> **What the exercise asks**:
Output all the entries below. Each must match exactly.

> **Data shown**:
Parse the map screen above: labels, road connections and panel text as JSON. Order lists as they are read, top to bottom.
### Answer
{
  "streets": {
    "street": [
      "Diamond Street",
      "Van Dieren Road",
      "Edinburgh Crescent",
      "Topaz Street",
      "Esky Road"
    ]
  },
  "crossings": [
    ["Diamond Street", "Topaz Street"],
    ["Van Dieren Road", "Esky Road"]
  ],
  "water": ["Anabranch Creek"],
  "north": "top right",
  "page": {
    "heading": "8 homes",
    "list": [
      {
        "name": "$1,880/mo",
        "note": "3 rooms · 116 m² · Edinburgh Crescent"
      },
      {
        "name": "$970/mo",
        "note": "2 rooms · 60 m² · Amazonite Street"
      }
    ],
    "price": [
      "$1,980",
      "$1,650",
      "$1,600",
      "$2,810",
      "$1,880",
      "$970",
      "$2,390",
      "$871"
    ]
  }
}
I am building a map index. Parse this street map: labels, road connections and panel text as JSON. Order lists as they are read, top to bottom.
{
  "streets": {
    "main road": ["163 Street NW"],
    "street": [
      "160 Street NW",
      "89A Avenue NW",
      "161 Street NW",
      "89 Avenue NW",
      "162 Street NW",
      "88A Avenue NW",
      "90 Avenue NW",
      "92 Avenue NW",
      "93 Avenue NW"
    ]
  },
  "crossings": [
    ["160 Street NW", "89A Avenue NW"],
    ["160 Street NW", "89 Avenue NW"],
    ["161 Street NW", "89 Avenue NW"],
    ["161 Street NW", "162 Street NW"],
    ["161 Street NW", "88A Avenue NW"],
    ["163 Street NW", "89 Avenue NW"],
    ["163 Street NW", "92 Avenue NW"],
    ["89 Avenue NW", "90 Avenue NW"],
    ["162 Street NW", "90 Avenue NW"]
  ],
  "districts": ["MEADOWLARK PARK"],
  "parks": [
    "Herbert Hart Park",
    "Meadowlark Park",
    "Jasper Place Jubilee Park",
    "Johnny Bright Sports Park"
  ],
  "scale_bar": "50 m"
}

> **Your response**:
Parse the map screen above: labels, road connections and panel text as JSON. Order lists as they are read, top to bottom.
### Answer
{
  "streets": {
    "street": [
      "Diamond Street",
      "Van Dieren Road",
      "Edinburgh Crescent",
      "Topaz Street",
      "Esky Road"
    ]
  },
  "crossings": [
    ["Diamond Street", "Topaz Street"],
    ["Van Dieren Road", "Esky Road"]
  ],
  "water": ["Anabranch Creek"],
  "north": "top right",
  "page": {
    "heading": "8 homes",
    "list": [
      {
        "name": "$1,880/mo",
        "note": "3 rooms · 116 m² · Edinburgh Crescent"
      },
      {
        "name": "$970/mo",
        "note": "2 rooms · 60 m² · Amazonite Street"
      }
    ],
    "price": [
      "$1,980",
      "$1,650",
      "$1,600",
      "$2,810",
      "$1,880",
      "$970",
      "$2,390",
      "$871"
    ]
  }
}
I am building a map index. Parse this street map: labels, road connections and panel text as JSON. Order lists as they are read, top to bottom.
{
  "streets": {
    "main road": ["163 Street NW"],
    "street": [
      "160 Street NW",
      "89A Avenue NW",
      "161 Street NW",
      "89 Avenue NW",
      "162 Street NW",
      "88A Avenue NW",
      "90 Avenue NW",
      "92 Avenue NW",
      "93 Avenue NW"
    ]
  },
  "crossings": [
    ["160 Street NW", "89A Avenue NW"],
    ["160 Street NW", "89 Avenue NW"],
    ["161 Street NW", "89 Avenue NW"],
    ["161 Street NW", "162 Street NW"],
    ["161 Street NW", "88A Avenue NW"],
    ["163 Street NW", "89 Avenue NW"],
    ["163 Street NW", "92 Avenue NW"],
    ["89 Avenue NW", "90 Avenue NW"],
    ["162 Street NW", "90 Avenue NW"]
  ],
  "districts": ["MEADOWLARK PARK"],
  "parks": [
    "Herbert Hart Park",
    "Meadowlark Park",
    "Jasper Place Jubilee Park",
    "Johnny Bright Sports Park"
  ],
  "scale_bar": "50 m"
}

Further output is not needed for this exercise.